TASK DESCRIPTION:
In the data below, find every line with the word "absolute" and copy it.

——————————

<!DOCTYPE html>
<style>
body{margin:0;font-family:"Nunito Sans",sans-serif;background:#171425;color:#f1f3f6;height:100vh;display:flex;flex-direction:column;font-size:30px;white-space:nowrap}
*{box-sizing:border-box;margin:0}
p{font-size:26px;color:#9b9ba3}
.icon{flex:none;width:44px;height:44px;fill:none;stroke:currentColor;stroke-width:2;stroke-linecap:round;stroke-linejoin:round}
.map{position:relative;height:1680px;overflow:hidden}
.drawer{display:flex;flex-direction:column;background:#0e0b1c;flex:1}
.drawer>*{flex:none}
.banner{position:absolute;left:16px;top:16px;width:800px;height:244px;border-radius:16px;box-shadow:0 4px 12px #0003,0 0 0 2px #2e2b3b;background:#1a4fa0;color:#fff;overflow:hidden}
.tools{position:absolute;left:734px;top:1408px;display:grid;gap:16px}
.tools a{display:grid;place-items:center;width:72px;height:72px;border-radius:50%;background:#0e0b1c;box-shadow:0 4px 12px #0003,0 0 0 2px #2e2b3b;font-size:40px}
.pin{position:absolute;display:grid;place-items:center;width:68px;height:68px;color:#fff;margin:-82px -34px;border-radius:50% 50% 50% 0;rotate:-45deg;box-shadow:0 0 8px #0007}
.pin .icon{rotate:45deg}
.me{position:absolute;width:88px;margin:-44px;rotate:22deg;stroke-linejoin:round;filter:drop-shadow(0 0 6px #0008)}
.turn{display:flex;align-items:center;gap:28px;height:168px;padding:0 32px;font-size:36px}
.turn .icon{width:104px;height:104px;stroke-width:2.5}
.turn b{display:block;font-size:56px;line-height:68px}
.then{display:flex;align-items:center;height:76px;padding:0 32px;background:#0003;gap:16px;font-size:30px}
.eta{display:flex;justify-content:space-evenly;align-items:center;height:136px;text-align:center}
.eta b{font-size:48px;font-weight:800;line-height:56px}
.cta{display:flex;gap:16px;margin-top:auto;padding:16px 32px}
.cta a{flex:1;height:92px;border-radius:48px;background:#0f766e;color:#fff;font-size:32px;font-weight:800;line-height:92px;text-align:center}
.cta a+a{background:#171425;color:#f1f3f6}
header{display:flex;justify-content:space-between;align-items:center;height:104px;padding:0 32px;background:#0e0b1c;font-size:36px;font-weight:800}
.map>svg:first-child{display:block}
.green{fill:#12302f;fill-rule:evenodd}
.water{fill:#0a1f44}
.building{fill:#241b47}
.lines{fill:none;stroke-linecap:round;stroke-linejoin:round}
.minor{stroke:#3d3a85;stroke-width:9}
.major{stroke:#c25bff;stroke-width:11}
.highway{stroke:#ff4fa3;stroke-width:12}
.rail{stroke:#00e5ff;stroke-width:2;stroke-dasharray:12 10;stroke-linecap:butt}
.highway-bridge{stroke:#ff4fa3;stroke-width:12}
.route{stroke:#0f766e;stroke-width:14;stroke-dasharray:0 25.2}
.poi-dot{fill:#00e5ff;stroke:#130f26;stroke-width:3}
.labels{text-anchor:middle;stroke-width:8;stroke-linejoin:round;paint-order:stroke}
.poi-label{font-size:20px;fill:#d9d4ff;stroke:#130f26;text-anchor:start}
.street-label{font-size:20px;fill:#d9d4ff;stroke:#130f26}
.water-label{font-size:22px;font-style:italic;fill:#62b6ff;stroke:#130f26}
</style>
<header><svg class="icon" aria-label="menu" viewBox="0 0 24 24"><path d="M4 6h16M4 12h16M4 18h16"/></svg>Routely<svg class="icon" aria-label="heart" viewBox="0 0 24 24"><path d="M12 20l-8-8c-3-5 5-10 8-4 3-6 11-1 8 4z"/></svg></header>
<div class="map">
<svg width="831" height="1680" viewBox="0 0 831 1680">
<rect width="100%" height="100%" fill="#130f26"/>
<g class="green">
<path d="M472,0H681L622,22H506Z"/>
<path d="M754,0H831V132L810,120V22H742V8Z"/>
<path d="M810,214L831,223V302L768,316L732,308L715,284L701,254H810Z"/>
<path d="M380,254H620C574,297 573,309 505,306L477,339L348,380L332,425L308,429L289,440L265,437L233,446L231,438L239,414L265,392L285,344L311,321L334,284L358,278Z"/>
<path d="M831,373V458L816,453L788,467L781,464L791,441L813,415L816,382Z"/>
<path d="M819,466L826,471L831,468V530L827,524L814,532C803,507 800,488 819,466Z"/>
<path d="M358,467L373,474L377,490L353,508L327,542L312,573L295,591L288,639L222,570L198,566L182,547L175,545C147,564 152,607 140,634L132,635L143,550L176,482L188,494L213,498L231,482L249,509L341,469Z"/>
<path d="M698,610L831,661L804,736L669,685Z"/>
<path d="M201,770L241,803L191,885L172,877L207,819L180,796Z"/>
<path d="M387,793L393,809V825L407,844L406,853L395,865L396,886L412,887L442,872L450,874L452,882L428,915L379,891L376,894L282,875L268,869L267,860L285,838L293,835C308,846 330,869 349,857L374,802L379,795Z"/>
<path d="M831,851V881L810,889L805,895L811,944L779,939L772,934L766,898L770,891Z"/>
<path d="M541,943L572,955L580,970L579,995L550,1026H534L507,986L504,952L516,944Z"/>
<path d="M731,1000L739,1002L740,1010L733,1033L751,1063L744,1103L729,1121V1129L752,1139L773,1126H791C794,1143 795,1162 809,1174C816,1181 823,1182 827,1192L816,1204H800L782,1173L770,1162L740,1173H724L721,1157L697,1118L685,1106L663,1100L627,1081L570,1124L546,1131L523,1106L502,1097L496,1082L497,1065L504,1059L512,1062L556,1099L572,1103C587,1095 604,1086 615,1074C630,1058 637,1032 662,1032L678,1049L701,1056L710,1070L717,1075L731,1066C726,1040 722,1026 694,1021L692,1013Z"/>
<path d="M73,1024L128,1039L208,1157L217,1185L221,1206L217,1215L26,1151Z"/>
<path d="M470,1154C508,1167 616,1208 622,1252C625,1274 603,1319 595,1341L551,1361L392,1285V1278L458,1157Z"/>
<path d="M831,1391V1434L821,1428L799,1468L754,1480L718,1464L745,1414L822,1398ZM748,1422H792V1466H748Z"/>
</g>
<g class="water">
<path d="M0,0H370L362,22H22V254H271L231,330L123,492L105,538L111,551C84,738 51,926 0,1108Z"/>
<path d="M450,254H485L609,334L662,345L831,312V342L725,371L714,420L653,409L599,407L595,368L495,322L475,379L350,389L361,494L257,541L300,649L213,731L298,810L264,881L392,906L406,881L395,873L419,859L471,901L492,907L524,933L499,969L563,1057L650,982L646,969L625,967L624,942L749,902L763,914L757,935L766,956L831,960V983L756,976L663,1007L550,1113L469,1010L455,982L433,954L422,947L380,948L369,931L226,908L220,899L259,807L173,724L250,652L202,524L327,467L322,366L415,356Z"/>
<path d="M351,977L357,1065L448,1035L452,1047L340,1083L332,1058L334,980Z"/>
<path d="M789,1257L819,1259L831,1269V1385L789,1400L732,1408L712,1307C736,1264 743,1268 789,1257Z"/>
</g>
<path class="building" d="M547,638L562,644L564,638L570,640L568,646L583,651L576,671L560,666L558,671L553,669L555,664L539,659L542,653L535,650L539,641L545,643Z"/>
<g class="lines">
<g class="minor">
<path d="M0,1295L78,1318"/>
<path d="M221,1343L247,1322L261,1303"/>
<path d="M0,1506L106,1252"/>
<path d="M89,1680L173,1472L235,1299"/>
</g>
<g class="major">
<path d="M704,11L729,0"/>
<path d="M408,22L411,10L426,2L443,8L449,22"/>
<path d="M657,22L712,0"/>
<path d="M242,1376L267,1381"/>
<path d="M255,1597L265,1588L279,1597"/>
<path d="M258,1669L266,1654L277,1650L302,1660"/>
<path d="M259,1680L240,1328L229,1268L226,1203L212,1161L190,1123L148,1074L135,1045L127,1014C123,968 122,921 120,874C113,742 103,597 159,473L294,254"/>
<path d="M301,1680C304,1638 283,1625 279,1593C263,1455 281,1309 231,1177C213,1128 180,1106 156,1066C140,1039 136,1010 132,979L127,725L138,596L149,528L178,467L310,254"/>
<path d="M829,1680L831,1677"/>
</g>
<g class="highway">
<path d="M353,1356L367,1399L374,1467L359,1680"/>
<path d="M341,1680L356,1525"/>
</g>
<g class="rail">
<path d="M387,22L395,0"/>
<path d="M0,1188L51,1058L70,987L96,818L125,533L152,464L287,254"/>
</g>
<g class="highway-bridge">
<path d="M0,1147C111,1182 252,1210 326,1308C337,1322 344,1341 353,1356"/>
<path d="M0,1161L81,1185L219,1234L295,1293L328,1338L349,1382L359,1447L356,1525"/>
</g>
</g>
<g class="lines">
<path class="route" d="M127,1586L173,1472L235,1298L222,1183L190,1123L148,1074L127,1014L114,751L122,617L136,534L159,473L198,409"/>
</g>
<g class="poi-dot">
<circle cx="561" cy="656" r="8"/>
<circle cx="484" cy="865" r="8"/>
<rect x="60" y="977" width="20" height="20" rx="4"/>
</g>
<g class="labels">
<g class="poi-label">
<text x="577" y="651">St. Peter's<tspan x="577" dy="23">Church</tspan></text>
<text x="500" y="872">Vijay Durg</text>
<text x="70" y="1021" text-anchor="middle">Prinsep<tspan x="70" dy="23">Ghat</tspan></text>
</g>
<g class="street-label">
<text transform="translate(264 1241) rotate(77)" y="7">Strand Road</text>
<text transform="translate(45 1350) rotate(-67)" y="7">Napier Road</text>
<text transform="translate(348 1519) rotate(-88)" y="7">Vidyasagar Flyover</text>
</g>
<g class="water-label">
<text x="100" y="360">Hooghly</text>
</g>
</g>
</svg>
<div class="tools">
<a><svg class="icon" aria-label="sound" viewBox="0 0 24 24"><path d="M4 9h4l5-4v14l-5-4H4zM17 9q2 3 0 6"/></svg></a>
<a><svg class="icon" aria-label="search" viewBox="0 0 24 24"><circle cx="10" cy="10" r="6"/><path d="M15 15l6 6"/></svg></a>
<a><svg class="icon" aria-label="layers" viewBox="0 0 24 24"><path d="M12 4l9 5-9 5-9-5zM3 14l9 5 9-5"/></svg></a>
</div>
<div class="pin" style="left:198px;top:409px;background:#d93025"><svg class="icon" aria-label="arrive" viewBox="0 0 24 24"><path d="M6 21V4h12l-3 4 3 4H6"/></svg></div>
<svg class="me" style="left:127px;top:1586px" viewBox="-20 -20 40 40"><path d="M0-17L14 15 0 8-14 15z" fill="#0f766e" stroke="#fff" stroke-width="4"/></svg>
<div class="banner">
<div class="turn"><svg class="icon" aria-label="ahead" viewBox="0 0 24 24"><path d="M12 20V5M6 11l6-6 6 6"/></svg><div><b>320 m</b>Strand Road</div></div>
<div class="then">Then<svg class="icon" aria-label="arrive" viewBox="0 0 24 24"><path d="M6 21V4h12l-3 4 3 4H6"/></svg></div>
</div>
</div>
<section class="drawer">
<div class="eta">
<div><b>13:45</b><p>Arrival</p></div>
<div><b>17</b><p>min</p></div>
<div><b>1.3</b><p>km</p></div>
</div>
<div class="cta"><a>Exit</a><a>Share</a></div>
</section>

——————————

EXPECTED OUTPUT:
.banner{position:absolute;left:16px;top:16px;width:800px;height:244px;border-radius:16px;box-shadow:0 4px 12px #0003,0 0 0 2px #2e2b3b;background:#1a4fa0;color:#fff;overflow:hidden}
.tools{position:absolute;left:734px;top:1408px;display:grid;gap:16px}
.pin{position:absolute;display:grid;place-items:center;width:68px;height:68px;color:#fff;margin:-82px -34px;border-radius:50% 50% 50% 0;rotate:-45deg;box-shadow:0 0 8px #0007}
.me{position:absolute;width:88px;margin:-44px;rotate:22deg;stroke-linejoin:round;filter:drop-shadow(0 0 6px #0008)}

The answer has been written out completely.